そう言い残してユリカとジュンは(暴走する)車で去っていった。

「何だったんだ?一体……」

テンカワは呆然としながら去っていく(暴走する車)を見ていた。

「……ん?」

「フォトスタンド……?」

そう呟きながらフォトスタンドに写っている人物を見てみた。

「これは……俺?」

「じゃあ、あいつは……!」

「クッ……!!」

急いであの車を追いかけようとするテンカワの前に

突然、紅い光が集まり、人の形を形成していった。

「……!!」

「……やあ」

紅い光が収まった後、そこに居たのは、全身黒ずくめの人物だった。

「な、なんだお前は!!ユ、幽霊か!?」

「…………」

「どいてくれ!!あの車を追わないと……」

「いや、追う必要はないな……」

「何故!?」

「君は自分の両親の死の真相を知りたいんだろう?」

黒ずくめはまるで自分の事を知っているかのように話し始めた。

「俺がその真相を知っているとしたら……どうする?」

「!!」

「ふふふふふ……」

「もしも……もしもお前が両親を殺したというのなら……!!」

「殺したというのなら?」

「貴様を……殺す!!」

「残念だが……それは出来ないな」

「なに!?」

刹那

ドゴッ

「な……!?」

余りに突然の事で、テンカワは自分の身に何が起こったのか分からなかった。

「ああ、ごめん。『出来なくなる』の間違いだった」

そう言いながら黒ずくめは、テンカワの顔にそっと手を触れた。

「ちくしょう……畜生!!」

「……大丈夫。君の身体は俺が有効利用してやるから……安心して眠りな」

「う……く……」

「さようなら」

 

カッ!!!!!!

 

二人を紅い光が包んだ。

 

 

 

暫くして

 

「フゥ……」

テンカワはため息を吐きながら立ち上がり、

黒ずくめがつけている紫色の宝石らしきものがついているネックレスをとった。

「まだ腹に痛みが残ってるな……」

そう言いながら自分の腹をさする。

《やる事がえげつないですね〜》

「どこが?」

《だって、彼が両親の話で油断しているところを、

一発なぐって身体をのっとるなんて、まともな神経の持ち主だったら出来ませんよ?》

「何を言っている?彼が俺の話に感銘を受けて、

快く俺に身体を貸してくれたんだろうが」

《え?……》

「いやぁ、彼が言葉の通じる人物でよかったよ」

テンカワは爽やかな好青年の笑みを顔に浮かべながら応えた。

《どう考えたって、奪い取ったようにしか思えないんですけど……》

「はははは、何いってんだか」

悪意ゼロ。

《………………》

《じゃ、じゃあそろそろ行きましょう》

「そうするか」

そういってアキトは自転車にまたがった。

《あれ?ボソンジャンプしてサセボドックまで行くんじゃないんですか》

「ユリカ達の乗った車より自転車の方が早かったら、怪しまれるだろうが………って」

そこまで言ってアキトは前回の事を思い出す。

(そういや一周目の時って俺のほうが速くなかったっけ?なにやってたんだあいつら?)

《どうします?》

「……やっぱりボソンジャンプで行こう」

アキトの身体が蒼く光り出す。

「ジャン…………っとその前に」

《どうしたんですか?》

「自分の体の後始末、忘れてた」

パチン、と指を鳴らすと同時に黒ずくめの身体を紅い光が包み、消えていった。

「これで善し、っと。

さて、今度こそほんとに行こうか」

「……ジャンプ」

 

 

 

 

 

 

ネルガル、サセボドック付近にて

 

「……っと。
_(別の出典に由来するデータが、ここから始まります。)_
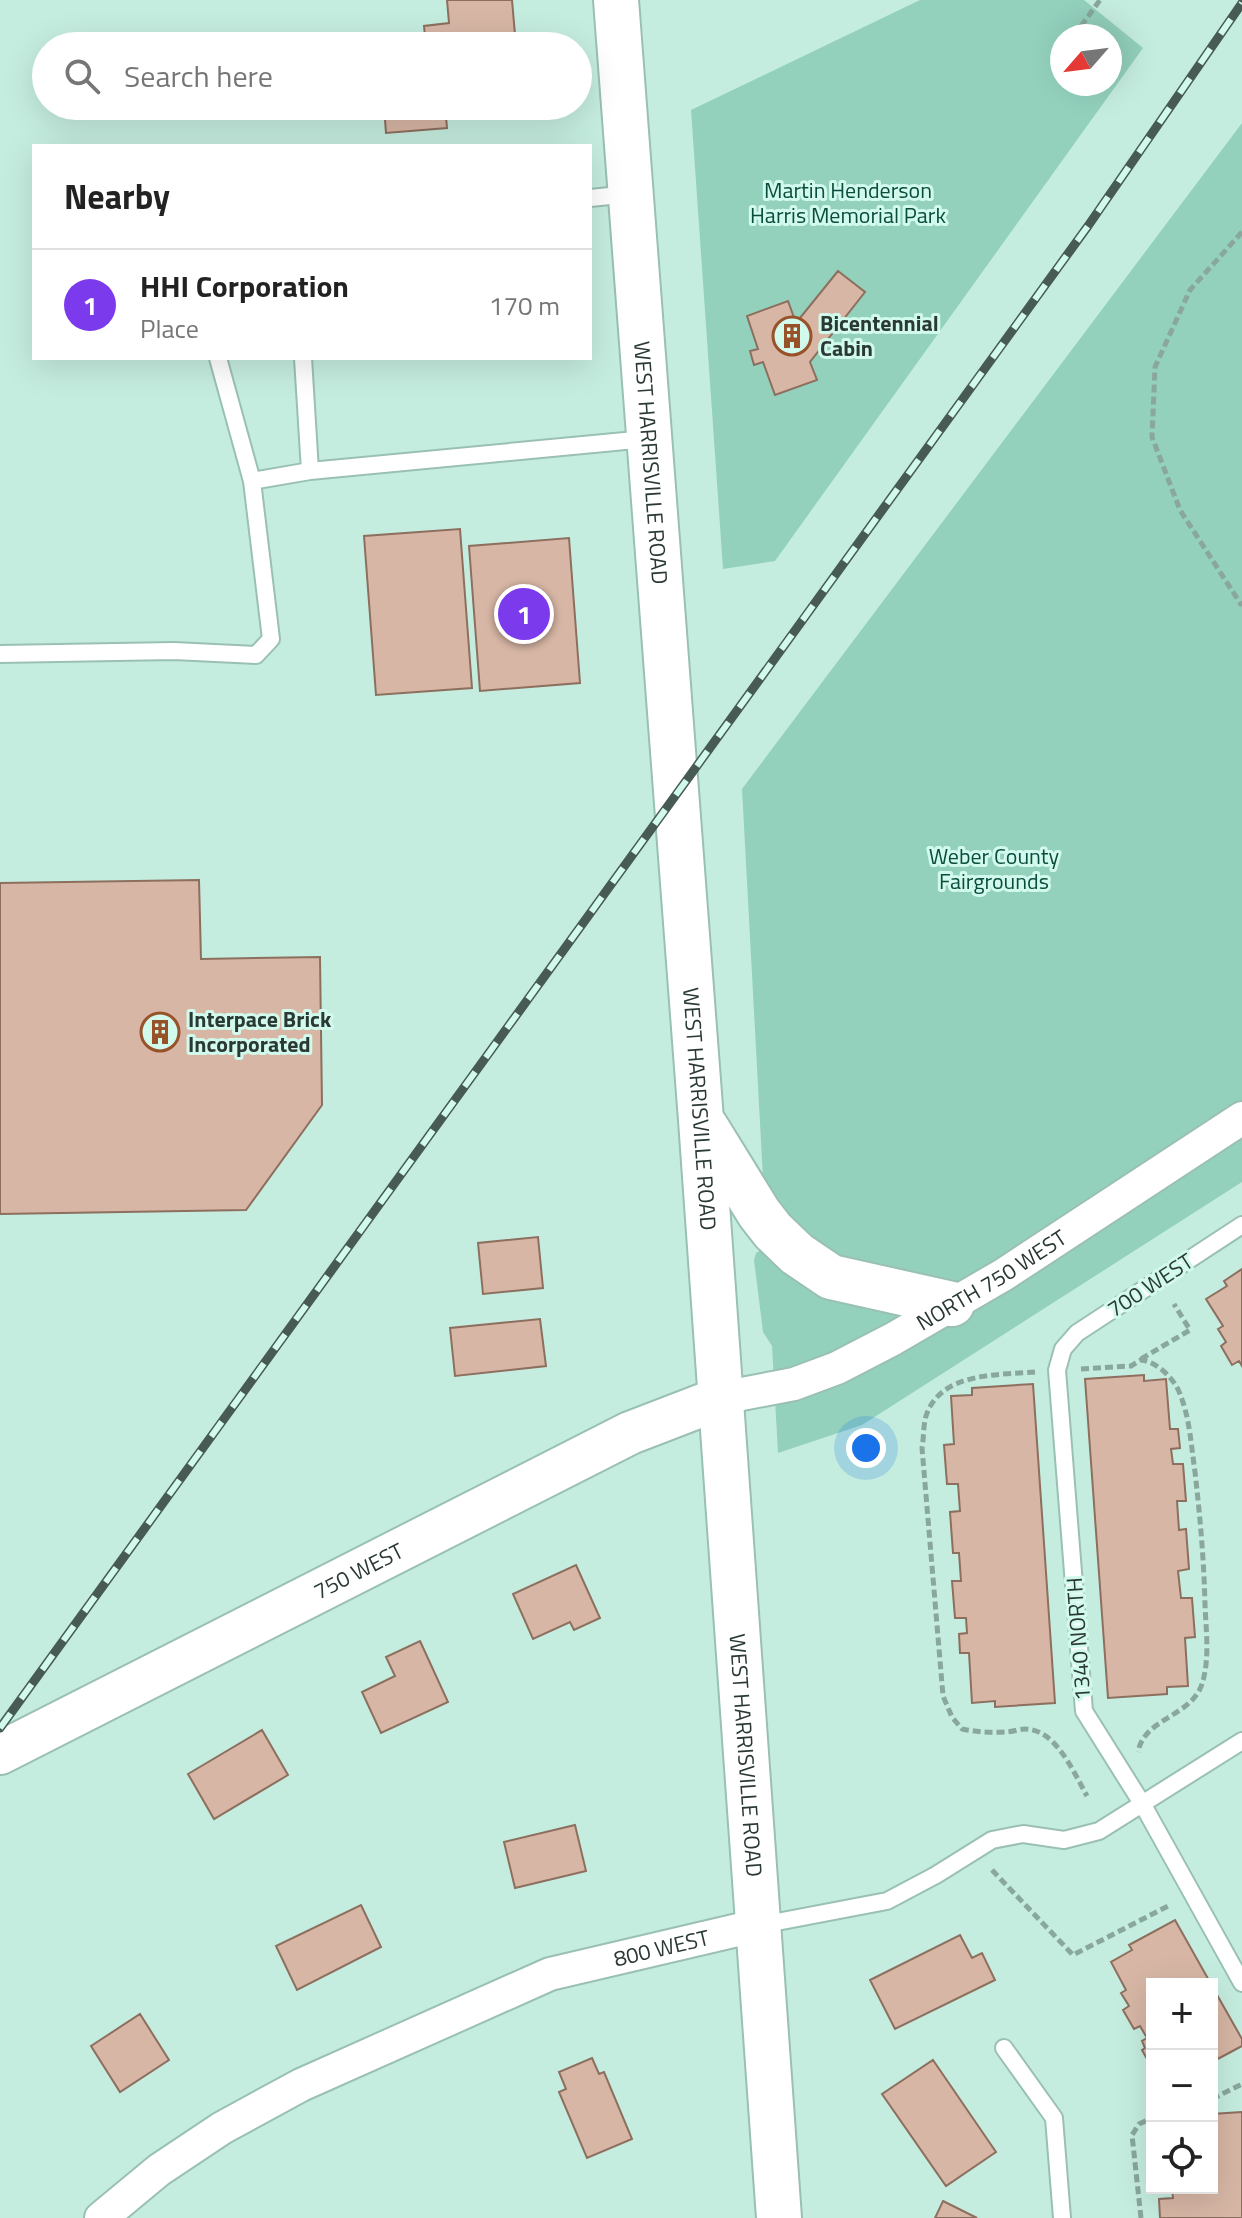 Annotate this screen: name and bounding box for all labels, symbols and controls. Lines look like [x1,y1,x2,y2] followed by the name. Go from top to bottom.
[1050,24,1122,96] north arrow
[32,32,592,120] search box
[124,53,273,99] text: Search here
[60,54,104,98] icon: search
[64,170,170,222] text: Nearby
[750,173,946,232] park label: Martin Henderson Harris Memorial Park
[140,263,349,309] text: HHI Corporation
[83,286,97,325] text: 1
[489,286,560,325] text: 170 m
[820,306,939,365] place label: Bicentennial Cabin
[140,309,199,348] text: Place
[771,315,813,357] building icon: Bicentennial Cabin
[625,340,677,585] street label: WEST HARRISVILLE ROAD
[498,584,550,644] pin: 1
[929,839,1060,898] park label: Weber County Fairgrounds
[674,986,726,1232] street label: WEST HARRISVILLE ROAD
[188,1002,332,1061] place label: Interpace Brick Incorporated
[139,1011,181,1053] building icon: Interpace Brick Incorporated
[910,1221,1074,1339] street label: NORTH 750 WEST
[1100,1244,1200,1326] street label: 700 WEST
[846,1428,886,1468] your location
[307,1534,410,1608] street label: 750 WEST
[1057,1576,1099,1702] street label: 1340 NORTH
[721,1632,772,1878] street label: WEST HARRISVILLE ROAD
[610,1920,713,1975] street label: 800 WEST
[1146,1978,1218,2194] map controls
[1146,1978,1218,2050] button: +
[1146,2050,1218,2122] button: −
[1146,2122,1218,2194] button: locate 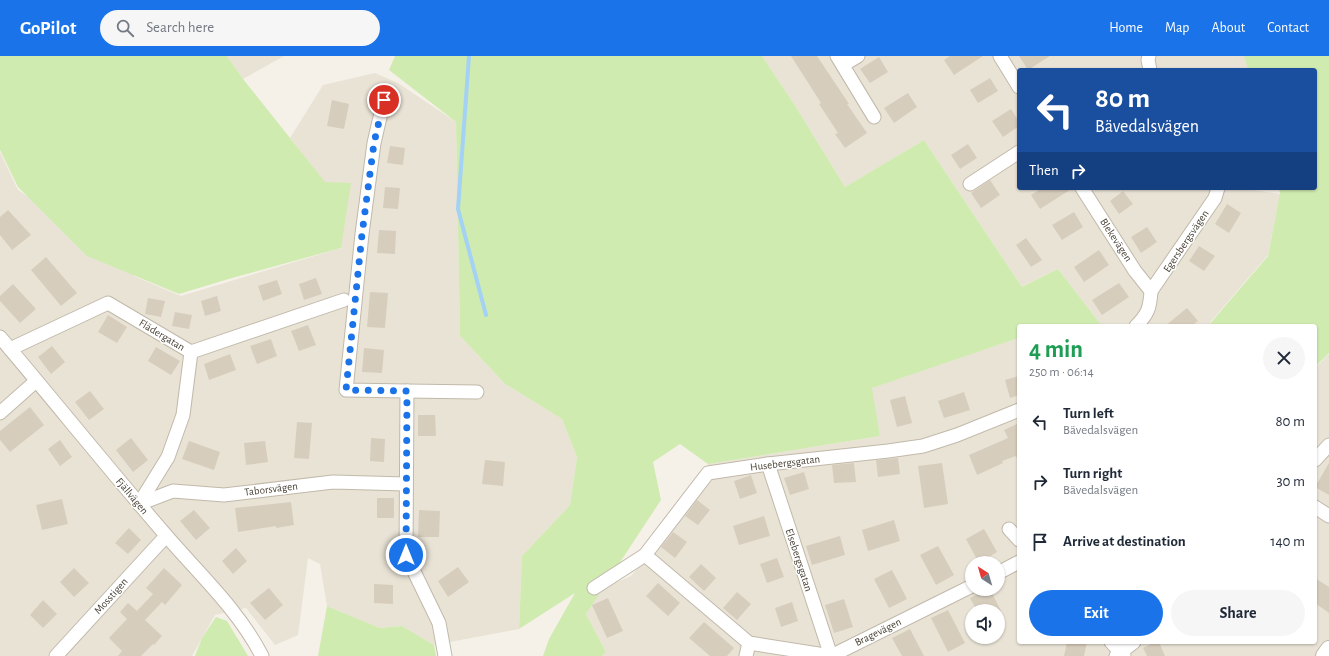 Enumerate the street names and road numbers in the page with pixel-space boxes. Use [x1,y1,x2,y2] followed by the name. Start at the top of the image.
[1161,208,1211,274] street label: Egersbergsvägen
[1098,216,1134,264] street label: Blekevägen
[137,317,187,353] street label: Flädergatan
[749,453,821,473] street label: Husebergsgatan
[114,476,150,516] street label: Fjällvägen
[244,480,298,498] street label: Taborsvägen
[784,527,814,593] street label: Elsebergsgatan
[92,576,130,616] street label: Mosstigen
[853,616,903,648] street label: Bragevägen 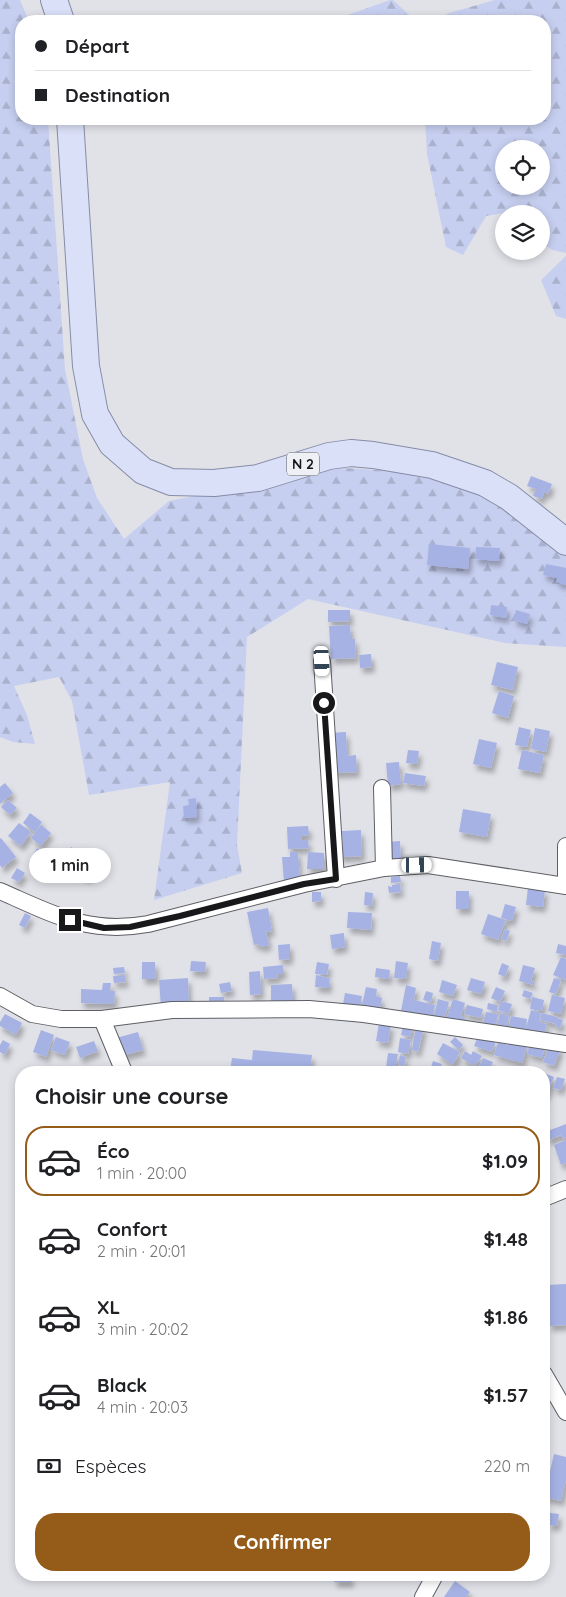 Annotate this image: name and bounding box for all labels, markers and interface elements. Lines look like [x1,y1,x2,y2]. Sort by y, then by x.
text: Départ [65,34,130,58]
text: Destination [65,83,170,107]
map controls [495,140,550,260]
button: locate [495,140,550,195]
button: layers [495,205,550,260]
road number: N 2 [287,452,319,476]
car [313,646,330,676]
route start [313,692,335,714]
callout: 1 min [29,848,111,882]
text: 1 min [51,855,89,875]
car [401,857,432,873]
route end [59,909,81,931]
text: Choisir une course [35,1082,229,1110]
icon: car [37,1139,82,1184]
text: Éco [97,1139,130,1163]
text: $1.09 [482,1149,528,1173]
text: 1 min · 20:00 [97,1163,187,1183]
icon: car [37,1217,82,1262]
text: Confort [97,1217,168,1241]
text: $1.48 [484,1227,528,1251]
text: 2 min · 20:01 [97,1241,186,1261]
icon: car [37,1295,82,1340]
text: XL [97,1295,120,1319]
text: $1.86 [484,1305,528,1329]
text: 3 min · 20:02 [97,1319,189,1339]
icon: car [37,1373,82,1418]
text: Black [97,1373,147,1397]
text: $1.57 [483,1383,528,1407]
text: 4 min · 20:03 [97,1397,188,1417]
icon: cash [35,1452,63,1480]
text: Espèces [75,1454,146,1478]
text: 220 m [484,1456,530,1476]
button: Confirmer [35,1513,530,1571] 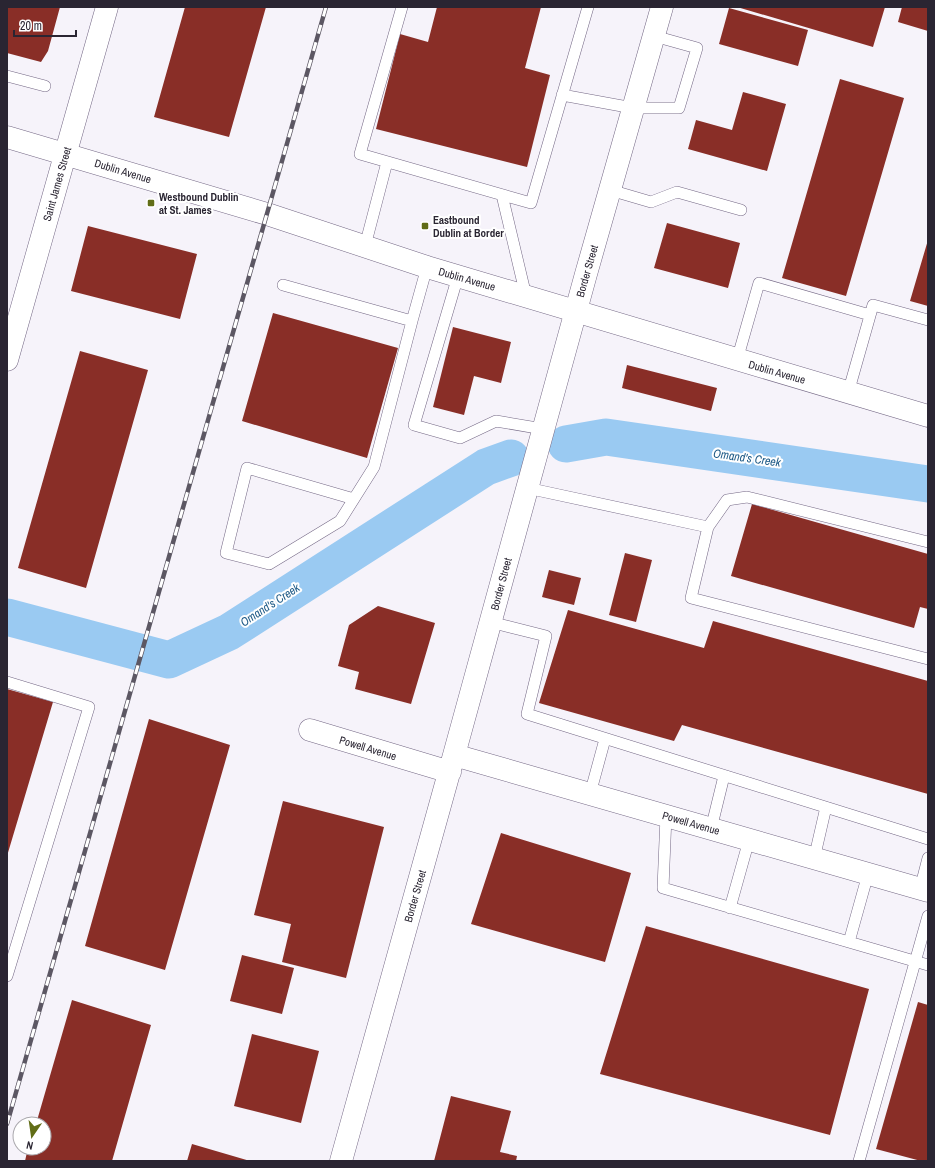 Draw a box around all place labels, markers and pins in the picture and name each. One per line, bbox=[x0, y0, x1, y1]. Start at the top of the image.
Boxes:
place label: Westbound Dublin at St. James bbox=[159, 190, 239, 217]
marker: Westbound Dublin at St. James bbox=[146, 198, 156, 208]
place label: Eastbound Dublin at Border bbox=[433, 213, 504, 240]
marker: Eastbound Dublin at Border bbox=[420, 221, 430, 231]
マルス、ここはサセボドックからどの位離れている?」

《……大体100メートルぐらい離れてますね》

彼女は何故か機嫌悪そうに答える。

「どうした?」

《いえ、何でも……》

「そうか。ならいい」

……女性(AI?)の気持に究極的に鈍い男、

(天才ナンパ師)テンカワアキトの毒牙にかかった女性は数知れず……

 

 

 

 

 

 

「……ドックの前で、ミスマルユリカの名前の叫んでいた怪しい男を連れてきました」

(……一回目ならいざ知れず、今回はかなり恥ずかしかったぞ)

《過去を振り返ってみると、己の過ちが浮き彫りになってきますね》

(…………)

「ふむ……?パイロット・・…ですかな?」

プロスが、アキトの手の甲のナノマシンの模様を見ながらそう質問した。

「いえ、復……コックです」

「ちょっと失礼。みぶんしょうめのためにしたをだすてくれませんか?」

チク

「痛……」

「貴方のお名前探しましょっと♪」

ピッ

データが表示される

「テンカワアキト……さん!?全滅した火星からどうやって………?」

「さぁ……そこらへんの事はよく覚えてないんですよ」

(……もう、はるか昔の事だしな)

《何か、毒ずいてません?》

(……)

「失礼ですが、ミスマルユリカさんとはどういった御関係で?」

「あいつとは夫……じゃなくって幼馴染なんです」

「……それだけの理由で、ドックの外ユリカさんの名前を叫んでたんですか?」

プロスが奇異の目でアキトを見つめる

「まさか……あいつと、あいつの両親は、俺の両親の死の真相を知っているはずなんです」

「フム……」

「それが、外で叫んでいた理由なんですけどね」

(そうじゃなかったら、キチ●イの仲間入りだな)

《……もう遅いんじゃないですか?》

(……なぁ)

《はい?》

(奇麗なソプラノの声、奏でてみないか?)

《え、遠慮しときます》

「若いのに、貴方も大変ですねぇ。……良いでしょう!

今日から貴方はこのナデシコのコックさんです!!」

「ナデシコ……ですか?」

「そうです!ナデシコです!」

(……いいのか?こんな得体の知れない小僧、機密の固まりみたいなところへ入れて)

「……それから給料のほうなんですが……このくらいでどうでしょう?」

そう言いながらて電卓を見せる。

「ええ、そりゃもちろん!!」

(足りない位ですよ?)

 

 

「……ナデシコの出港まで時間があります。それまでの間、艦内を見学するのも良いでしょう。」

プロスは、何か用事が有るらしく、早々にその場を立ち去った。

「はぁ、じゃあそうさせてもらいます」

 

《……まずは何処に行きます?》

(もちろん……格納庫だ)

 

 

 

 

 

 

格納庫では、エステバリスの一機が不可解な行動をとっている。

アキトは、それを遠巻きに見ていた。

《……何ですか?あれは?》

(ネルガルの機動兵器、エステバリスだろ?)

《いえ、私が言っているのは、あの動きの方です》

(あれか?ヤマダの奴が、ゲキガンガーの真似事でもしてるんじゃないのか?)

《良いんですか?そんな人が戦艦のパイロットで》

(まあ、俺も同じようなもんだったしな。……それにナデシコクルーは【性格は兎も角腕は一流】が売りだからな。MADな整備士おちゃらけた艦長、とか落ち目の女っ垂らしとか日常ではめったにお目にかかれない人種がたくさんいるぞ?)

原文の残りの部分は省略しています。